CONAKRY – À l’orée d’une campagne électorale décisive, le régulateur des médias hausse le ton. Réunie ce samedi avec les patrons de presse, responsables d’associations et journalistes, la Haute Autorité de la Communication (HAC) a fixé les règles d’une couverture qu’elle veut irréprochable : équitable, transparente et strictement encadrée.
Malgré un léger report du calendrier électoral, l’institution a maintenu cette rencontre stratégique. Pour son président, Boubacar Yacine Diallo, il n’était pas question de relâcher la pression. « Le scrutin n’ayant été décalé que d’une semaine, il était impératif de préparer les médias sans délai », a-t-il affirmé.

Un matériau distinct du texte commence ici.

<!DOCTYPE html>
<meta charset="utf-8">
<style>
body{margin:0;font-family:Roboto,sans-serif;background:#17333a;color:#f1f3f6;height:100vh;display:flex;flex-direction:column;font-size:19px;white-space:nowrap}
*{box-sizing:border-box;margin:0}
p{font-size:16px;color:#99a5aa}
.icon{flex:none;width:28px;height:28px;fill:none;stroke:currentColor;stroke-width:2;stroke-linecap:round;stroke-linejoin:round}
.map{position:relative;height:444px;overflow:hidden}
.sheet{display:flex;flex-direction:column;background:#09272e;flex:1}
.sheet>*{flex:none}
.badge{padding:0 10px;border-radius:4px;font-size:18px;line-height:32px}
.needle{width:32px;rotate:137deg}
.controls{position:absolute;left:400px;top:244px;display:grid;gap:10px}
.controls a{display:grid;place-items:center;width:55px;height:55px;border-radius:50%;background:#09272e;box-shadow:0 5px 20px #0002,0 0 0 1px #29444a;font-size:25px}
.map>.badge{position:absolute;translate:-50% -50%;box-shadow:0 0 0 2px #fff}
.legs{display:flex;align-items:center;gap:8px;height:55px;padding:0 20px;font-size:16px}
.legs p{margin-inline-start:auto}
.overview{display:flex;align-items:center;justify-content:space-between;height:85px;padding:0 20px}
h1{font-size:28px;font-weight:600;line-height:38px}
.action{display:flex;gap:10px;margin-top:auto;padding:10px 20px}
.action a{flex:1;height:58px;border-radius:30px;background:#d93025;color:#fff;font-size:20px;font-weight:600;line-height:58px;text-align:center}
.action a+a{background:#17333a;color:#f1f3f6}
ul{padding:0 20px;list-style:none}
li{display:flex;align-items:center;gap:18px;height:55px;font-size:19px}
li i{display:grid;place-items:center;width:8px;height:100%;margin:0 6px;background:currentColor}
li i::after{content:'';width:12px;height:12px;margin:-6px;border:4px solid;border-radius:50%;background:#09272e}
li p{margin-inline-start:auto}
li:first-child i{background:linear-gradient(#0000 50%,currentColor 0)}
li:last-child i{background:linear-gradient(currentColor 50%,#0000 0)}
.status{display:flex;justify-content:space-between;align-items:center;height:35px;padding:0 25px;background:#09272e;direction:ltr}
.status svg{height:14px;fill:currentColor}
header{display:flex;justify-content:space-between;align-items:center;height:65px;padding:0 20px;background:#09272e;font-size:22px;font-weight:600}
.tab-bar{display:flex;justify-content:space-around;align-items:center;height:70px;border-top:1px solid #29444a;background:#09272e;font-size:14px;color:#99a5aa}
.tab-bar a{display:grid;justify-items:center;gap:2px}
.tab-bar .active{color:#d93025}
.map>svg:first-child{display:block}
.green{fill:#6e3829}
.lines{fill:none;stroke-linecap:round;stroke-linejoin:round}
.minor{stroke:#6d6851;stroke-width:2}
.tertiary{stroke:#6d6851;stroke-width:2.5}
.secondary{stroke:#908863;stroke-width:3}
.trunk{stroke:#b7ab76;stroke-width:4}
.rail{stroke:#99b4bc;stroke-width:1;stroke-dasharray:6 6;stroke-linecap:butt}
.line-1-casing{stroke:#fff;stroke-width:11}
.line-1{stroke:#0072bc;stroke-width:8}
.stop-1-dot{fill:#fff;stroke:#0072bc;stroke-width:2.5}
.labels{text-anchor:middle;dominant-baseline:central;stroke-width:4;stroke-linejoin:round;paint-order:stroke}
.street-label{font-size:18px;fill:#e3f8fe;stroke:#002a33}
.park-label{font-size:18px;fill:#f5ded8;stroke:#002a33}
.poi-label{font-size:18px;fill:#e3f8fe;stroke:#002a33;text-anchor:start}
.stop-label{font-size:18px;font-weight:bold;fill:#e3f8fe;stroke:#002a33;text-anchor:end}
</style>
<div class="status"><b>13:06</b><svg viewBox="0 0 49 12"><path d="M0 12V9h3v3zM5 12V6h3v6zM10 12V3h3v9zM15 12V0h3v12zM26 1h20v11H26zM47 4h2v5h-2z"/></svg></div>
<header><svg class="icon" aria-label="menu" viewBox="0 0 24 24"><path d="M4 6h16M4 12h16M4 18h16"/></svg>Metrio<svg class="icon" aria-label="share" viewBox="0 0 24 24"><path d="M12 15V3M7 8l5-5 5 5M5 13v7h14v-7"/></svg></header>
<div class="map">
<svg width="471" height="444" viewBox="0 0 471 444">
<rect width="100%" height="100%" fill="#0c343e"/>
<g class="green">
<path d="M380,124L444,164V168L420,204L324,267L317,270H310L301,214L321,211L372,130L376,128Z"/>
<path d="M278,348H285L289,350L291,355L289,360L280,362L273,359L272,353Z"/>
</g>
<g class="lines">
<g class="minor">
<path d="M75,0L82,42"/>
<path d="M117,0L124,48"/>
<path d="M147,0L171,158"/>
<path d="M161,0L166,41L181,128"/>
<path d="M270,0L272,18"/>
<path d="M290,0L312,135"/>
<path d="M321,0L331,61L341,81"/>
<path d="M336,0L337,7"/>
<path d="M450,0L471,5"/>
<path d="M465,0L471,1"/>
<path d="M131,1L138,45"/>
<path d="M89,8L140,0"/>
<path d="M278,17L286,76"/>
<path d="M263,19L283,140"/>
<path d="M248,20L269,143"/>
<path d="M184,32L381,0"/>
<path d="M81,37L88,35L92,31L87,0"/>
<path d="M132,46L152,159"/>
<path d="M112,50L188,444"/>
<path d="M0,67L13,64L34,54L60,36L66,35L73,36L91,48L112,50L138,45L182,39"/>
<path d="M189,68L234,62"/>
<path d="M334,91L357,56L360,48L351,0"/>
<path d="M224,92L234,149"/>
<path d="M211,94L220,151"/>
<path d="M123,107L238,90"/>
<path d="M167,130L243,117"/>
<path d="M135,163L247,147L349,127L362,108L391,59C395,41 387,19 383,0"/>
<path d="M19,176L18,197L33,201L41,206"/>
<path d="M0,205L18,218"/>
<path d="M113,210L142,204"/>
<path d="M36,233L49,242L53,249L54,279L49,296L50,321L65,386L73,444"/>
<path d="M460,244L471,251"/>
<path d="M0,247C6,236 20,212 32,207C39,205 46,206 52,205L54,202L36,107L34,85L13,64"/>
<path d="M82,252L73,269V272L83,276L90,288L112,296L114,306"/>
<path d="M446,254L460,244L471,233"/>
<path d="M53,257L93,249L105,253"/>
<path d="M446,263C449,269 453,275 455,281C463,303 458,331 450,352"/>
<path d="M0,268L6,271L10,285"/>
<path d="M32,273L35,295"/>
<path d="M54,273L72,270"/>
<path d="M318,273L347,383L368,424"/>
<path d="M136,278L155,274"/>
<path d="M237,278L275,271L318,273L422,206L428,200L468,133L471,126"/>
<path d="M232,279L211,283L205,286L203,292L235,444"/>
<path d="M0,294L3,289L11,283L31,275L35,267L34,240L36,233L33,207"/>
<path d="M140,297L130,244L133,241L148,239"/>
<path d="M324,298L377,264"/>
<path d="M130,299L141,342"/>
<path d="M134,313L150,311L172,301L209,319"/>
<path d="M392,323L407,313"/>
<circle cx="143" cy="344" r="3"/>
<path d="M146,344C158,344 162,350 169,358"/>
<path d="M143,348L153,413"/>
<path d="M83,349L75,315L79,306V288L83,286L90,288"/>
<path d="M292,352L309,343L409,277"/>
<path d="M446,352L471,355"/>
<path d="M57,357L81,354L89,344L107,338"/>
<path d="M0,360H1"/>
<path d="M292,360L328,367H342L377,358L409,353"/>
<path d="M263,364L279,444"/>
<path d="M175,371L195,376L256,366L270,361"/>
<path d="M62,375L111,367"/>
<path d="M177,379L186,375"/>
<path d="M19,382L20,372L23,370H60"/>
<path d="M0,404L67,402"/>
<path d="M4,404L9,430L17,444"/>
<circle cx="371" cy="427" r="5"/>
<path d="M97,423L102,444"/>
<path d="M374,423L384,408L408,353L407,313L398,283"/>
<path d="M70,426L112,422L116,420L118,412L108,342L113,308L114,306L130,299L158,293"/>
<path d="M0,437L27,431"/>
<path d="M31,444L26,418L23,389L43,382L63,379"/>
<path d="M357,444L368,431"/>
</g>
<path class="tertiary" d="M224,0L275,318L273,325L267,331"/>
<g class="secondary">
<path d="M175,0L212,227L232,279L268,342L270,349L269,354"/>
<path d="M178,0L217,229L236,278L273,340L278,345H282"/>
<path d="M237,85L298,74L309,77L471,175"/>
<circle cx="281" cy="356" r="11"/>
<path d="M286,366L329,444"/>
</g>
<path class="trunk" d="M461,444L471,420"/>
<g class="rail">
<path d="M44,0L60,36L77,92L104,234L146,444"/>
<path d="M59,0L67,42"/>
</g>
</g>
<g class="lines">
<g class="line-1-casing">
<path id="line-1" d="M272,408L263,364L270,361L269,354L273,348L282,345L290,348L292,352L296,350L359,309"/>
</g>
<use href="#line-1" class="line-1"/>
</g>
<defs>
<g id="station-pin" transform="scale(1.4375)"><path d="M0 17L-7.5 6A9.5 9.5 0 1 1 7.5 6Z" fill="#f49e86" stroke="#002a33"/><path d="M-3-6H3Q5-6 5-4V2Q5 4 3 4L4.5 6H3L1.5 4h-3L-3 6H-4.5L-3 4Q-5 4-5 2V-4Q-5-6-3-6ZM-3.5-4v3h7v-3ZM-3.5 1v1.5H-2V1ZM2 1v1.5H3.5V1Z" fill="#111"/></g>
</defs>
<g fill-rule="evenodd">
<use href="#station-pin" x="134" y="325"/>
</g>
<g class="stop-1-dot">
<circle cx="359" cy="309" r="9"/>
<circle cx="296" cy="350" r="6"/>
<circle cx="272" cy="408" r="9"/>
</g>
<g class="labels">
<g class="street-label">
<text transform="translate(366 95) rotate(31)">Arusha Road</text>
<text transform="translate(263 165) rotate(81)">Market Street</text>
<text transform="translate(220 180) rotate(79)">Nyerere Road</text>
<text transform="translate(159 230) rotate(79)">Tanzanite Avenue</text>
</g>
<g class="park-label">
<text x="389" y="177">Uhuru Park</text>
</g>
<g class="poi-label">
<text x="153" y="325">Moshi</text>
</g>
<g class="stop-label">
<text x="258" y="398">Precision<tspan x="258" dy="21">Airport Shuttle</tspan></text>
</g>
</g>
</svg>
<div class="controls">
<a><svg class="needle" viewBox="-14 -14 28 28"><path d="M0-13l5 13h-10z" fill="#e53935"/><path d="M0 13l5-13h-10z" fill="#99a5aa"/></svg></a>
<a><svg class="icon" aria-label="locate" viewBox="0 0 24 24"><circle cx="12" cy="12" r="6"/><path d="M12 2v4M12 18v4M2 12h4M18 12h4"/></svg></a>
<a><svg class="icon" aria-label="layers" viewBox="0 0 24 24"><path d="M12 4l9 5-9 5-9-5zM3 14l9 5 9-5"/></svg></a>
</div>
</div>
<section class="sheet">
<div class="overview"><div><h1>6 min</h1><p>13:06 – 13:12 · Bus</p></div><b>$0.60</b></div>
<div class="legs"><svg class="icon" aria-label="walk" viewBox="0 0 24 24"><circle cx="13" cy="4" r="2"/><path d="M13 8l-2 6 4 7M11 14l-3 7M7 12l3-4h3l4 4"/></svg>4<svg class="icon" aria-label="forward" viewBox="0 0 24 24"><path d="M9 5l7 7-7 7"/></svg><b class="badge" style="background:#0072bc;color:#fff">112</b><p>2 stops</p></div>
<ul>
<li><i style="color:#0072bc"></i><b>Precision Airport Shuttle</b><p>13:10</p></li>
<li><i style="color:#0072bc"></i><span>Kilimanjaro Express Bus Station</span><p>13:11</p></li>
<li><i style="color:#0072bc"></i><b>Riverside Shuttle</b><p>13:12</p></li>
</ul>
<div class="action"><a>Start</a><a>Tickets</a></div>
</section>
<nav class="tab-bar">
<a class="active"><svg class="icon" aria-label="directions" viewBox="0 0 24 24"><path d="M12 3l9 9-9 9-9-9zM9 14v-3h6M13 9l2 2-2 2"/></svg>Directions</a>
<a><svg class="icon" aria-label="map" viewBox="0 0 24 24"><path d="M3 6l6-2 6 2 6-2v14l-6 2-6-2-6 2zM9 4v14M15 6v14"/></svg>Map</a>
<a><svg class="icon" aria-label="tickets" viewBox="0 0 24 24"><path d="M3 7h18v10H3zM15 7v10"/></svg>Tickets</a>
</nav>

Le dispositif dévoilé marque une volonté claire de maîtrise. Les candidats à la liste nationale enregistreront leurs messages à la Radio Télévision Guinéenne (RTG), avant une diffusion synchronisée sur l’ensemble des médias publics, de la télévision nationale aux radios rurales.
Sur le terrain, la HAC déploie un maillage couvrant l’ensemble du territoire avec 32 radios rurales mobilisées pour relayer la campagne. À Coyah, dépourvue de radio rurale, une station privée a été réquisitionnée pour assurer la continuité de la couverture.
Fait inédit, treize radios privées ont été intégrées au dispositif dans la capitale. Une ouverture contrôlée qui élargit le spectre médiatique tout en maintenant une supervision stricte du régulateur.
Face aux médias, la HAC trace une frontière nette. Aucun traitement préférentiel ne sera toléré. « Tout espace accordé à un candidat doit l’être à tous, dans les mêmes conditions », a martelé Boubacar Yacine Diallo.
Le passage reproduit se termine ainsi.